Le vocaliste Petru Guelfucci et Jean-Paul Poletti, pilier du chœur d’hommes de Sartène, se joignent à eux, entonnant même – séquence nostalgie – le Culombu, ce chant dont Action régionaliste corse (ARC, parti autonomiste fondé en 1970 par Edmond Simeoni), avait fait son hymne. « Ceux de l’ARC », d’ailleurs, portent le cercueil, bien qu’ils ne soient plus tout jeunes.

Seuls les militants de toujours et les « personnalités » de l’île assistaient, à Lozzi, lundi 17 décembre, à la messe d’enterrement d’Edmond Simeoni, premier leader autonomiste corse. / Olivier Laban-Mattei / Myop pour / Olivier Laban-Mattei / Myop pour

Lucie Simeoni, silencieuse sur son banc

Diacres et frères de combat rendent tous hommage au défunt en corse. Seul l’évêque, Mgr Olivier de Gernay, choisit le français ou plutôt le latin, bien pratique : il convient à tout le monde. Quand Marc Simeoni (l’autre fils) salue sa mère Lucie, la « muse » de son père, silencieuse sur son banc, Gilles serre les lèvres pour garder les yeux secs, notent devant leurs postes ses électeurs : France 3 retransmet en effet la cérémonie en direct.

Rares sont ceux qui, sur l’île, n’ont jamais croisé ou serré la main d’Edmond Simeoni, mais aujourd’hui le fils est encore plus connu que le père. Lorsqu’il prend enfin la parole, il s’appuie sur un texte, contrairement à ses habitudes. « Avant de mourir, mon père m’a confié : “dis à tous mes compagnons de lutte que je pars tranquille, rapporte en corse le président du « mini-gouvernement » de l’île. Que si nous faisons ce qu’il faut, notre pays se fera”. »

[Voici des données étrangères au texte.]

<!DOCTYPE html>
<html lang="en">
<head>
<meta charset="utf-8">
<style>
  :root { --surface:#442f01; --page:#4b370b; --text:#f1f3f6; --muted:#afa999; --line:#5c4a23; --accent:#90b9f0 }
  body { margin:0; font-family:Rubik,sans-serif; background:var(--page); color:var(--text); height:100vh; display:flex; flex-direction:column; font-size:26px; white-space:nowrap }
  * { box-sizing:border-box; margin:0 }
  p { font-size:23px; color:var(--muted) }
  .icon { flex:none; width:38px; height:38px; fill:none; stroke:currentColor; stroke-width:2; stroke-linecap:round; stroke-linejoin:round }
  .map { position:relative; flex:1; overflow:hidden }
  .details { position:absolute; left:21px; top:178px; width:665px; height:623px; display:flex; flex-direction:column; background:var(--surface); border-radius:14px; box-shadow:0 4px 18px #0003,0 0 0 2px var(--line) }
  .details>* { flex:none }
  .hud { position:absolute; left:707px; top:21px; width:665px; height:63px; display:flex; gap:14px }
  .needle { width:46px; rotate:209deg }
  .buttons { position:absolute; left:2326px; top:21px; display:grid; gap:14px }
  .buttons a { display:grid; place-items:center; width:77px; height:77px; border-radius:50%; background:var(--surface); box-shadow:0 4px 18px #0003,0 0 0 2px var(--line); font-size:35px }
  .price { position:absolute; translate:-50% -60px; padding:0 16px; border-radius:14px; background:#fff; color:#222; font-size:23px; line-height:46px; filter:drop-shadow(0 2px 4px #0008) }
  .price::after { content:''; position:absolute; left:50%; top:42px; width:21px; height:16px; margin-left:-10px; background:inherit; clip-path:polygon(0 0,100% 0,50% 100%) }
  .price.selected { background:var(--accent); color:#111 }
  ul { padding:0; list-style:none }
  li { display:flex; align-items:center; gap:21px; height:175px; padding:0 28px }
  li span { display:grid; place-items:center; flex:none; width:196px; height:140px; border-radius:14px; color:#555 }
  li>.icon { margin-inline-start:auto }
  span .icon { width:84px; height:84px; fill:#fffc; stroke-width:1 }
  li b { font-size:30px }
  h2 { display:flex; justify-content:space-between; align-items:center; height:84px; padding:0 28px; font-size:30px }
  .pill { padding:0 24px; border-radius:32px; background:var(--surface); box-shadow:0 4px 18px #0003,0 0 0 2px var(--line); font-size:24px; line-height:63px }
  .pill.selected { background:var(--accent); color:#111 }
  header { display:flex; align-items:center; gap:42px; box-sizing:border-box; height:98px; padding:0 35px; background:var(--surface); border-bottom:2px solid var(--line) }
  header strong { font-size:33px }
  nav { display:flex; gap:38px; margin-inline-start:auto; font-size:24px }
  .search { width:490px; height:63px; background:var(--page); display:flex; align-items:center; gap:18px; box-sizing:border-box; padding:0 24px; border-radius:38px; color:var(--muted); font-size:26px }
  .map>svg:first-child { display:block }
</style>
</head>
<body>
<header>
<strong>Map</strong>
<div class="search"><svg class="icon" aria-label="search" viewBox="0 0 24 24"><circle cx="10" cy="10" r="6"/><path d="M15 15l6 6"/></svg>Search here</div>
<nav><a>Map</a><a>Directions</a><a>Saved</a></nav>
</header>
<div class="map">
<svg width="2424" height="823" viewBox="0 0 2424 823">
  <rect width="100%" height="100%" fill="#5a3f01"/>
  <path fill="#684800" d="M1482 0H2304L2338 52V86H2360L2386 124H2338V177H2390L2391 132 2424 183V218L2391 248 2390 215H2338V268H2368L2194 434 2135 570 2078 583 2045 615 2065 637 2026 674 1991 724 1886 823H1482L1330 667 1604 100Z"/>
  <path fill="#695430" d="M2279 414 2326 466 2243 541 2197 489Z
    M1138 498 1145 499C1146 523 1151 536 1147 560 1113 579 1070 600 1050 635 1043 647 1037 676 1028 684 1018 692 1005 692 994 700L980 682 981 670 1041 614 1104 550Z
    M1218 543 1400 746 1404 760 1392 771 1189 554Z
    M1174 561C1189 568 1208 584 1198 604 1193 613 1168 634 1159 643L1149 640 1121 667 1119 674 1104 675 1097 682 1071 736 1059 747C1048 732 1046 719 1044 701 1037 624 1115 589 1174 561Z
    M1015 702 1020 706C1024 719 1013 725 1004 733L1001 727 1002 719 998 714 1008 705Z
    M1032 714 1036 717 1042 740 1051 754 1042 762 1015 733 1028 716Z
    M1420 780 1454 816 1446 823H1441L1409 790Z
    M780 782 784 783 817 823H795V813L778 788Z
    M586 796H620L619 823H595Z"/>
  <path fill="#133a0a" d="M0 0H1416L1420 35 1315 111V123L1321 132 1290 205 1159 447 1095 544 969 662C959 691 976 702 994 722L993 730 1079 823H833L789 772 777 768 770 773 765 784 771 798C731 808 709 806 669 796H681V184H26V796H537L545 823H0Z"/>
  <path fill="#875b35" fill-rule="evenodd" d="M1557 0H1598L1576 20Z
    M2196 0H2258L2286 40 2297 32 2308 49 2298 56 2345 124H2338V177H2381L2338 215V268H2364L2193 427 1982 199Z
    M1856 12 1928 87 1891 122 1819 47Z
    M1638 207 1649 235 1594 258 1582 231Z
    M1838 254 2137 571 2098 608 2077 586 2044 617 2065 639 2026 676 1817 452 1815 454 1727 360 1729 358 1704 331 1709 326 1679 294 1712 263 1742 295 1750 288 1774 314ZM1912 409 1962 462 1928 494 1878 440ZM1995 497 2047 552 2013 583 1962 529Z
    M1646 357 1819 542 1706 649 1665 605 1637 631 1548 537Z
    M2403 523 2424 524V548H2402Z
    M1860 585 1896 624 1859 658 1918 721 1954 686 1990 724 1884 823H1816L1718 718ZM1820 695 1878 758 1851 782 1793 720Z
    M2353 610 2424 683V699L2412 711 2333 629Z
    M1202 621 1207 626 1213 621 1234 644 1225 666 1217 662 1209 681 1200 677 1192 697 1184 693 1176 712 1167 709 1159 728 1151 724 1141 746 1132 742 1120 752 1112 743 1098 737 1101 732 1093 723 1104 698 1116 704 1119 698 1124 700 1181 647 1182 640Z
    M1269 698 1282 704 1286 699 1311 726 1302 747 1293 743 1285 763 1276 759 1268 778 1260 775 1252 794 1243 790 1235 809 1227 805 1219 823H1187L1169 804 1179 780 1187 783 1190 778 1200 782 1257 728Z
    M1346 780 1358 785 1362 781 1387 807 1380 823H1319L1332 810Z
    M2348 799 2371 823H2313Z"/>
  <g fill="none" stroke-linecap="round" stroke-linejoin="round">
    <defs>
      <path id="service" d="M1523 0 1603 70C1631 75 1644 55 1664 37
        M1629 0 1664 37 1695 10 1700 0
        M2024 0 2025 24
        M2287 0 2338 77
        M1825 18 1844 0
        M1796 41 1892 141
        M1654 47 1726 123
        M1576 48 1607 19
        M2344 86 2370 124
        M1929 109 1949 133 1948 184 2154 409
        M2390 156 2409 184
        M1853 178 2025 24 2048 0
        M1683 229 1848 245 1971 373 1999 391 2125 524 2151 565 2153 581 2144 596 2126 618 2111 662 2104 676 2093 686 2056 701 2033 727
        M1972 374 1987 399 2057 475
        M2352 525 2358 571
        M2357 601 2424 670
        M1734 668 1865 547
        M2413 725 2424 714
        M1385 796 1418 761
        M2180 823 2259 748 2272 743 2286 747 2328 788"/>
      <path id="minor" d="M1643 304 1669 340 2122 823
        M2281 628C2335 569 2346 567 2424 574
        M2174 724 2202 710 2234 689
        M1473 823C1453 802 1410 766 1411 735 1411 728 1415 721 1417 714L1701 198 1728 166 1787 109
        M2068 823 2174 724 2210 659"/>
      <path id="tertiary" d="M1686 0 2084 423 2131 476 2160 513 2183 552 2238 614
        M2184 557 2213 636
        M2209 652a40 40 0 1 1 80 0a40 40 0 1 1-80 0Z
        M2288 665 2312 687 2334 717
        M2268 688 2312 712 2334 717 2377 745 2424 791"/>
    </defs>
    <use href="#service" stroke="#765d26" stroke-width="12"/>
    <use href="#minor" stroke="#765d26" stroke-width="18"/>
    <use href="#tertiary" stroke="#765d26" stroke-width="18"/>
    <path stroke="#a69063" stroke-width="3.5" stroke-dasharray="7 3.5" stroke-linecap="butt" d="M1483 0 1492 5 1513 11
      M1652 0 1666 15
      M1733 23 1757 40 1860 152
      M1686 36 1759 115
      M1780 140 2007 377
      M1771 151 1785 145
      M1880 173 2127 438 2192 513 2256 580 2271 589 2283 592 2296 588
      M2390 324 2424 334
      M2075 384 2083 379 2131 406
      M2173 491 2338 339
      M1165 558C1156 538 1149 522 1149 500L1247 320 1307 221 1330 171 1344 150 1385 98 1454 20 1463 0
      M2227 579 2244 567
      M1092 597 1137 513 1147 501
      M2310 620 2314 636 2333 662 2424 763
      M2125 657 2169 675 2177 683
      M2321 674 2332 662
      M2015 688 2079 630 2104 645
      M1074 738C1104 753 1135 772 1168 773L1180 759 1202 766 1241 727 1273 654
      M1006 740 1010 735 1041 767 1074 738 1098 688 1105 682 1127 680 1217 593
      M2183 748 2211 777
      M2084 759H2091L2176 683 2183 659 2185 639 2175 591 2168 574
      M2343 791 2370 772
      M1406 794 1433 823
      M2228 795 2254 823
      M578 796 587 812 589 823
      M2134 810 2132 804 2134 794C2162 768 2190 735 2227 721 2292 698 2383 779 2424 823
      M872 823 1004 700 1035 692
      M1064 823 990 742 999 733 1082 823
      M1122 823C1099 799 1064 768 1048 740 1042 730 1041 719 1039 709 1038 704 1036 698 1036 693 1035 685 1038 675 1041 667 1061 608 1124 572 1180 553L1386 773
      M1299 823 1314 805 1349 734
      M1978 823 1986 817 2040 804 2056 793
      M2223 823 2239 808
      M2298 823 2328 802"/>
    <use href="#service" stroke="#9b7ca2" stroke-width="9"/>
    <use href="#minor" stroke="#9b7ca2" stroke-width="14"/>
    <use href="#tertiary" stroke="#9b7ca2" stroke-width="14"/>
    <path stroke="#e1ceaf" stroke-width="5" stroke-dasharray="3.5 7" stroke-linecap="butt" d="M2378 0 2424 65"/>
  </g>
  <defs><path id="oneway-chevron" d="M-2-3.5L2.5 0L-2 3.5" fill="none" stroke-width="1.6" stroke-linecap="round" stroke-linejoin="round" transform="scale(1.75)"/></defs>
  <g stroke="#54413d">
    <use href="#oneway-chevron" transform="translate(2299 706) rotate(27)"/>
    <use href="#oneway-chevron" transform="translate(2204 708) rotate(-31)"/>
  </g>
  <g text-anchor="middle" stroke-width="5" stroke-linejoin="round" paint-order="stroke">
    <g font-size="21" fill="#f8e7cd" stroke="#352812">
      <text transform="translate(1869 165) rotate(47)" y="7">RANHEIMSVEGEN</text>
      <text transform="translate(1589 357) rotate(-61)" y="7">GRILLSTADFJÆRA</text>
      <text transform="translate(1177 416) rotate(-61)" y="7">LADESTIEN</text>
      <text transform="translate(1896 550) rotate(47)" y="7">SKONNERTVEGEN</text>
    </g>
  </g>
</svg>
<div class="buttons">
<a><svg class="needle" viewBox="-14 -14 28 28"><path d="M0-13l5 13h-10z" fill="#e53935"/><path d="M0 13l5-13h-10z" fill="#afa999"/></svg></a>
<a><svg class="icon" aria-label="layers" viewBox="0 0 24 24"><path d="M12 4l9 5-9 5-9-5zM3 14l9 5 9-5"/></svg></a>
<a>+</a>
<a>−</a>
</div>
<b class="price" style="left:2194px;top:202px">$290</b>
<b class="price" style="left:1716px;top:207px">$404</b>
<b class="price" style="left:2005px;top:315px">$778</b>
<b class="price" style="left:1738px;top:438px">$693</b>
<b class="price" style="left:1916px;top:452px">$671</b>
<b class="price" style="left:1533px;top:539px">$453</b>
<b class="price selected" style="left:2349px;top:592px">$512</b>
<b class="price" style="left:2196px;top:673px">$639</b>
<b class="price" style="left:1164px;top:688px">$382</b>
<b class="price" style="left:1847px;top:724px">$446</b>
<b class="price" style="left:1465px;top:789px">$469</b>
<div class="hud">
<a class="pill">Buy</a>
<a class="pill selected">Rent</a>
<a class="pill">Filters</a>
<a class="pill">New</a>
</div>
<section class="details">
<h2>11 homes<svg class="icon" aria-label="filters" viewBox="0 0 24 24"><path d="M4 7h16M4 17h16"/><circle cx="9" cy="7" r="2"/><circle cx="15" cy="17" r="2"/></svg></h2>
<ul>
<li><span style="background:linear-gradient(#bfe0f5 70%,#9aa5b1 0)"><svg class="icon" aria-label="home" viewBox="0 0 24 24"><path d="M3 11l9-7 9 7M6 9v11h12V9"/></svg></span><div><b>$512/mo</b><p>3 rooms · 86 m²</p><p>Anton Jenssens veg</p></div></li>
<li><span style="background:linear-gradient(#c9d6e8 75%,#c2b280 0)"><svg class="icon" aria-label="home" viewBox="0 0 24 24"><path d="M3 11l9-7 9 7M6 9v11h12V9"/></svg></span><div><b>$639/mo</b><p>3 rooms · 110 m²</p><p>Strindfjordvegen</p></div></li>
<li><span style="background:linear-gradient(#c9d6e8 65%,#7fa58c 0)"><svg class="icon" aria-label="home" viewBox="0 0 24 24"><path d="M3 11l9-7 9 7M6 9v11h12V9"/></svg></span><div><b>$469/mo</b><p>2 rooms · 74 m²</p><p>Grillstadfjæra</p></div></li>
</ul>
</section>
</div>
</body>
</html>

Devant l’autel, il remercie les « représentants de l’Etat » montés à Lozzi, comme ceux qui « ne partageaient pas les idées de [son] père, mais qui ont le même amour de cette terre ». « Ces obsèques, poursuit-il, ne pouvaient avoir lieu qu’ici, au pied du Monte Cinto », enneigé, dans ce village veillé l’hiver par cinquante habitants – fatalité d’une île dont les maisons tombent en ruine, mais où les tombeaux restent impeccables.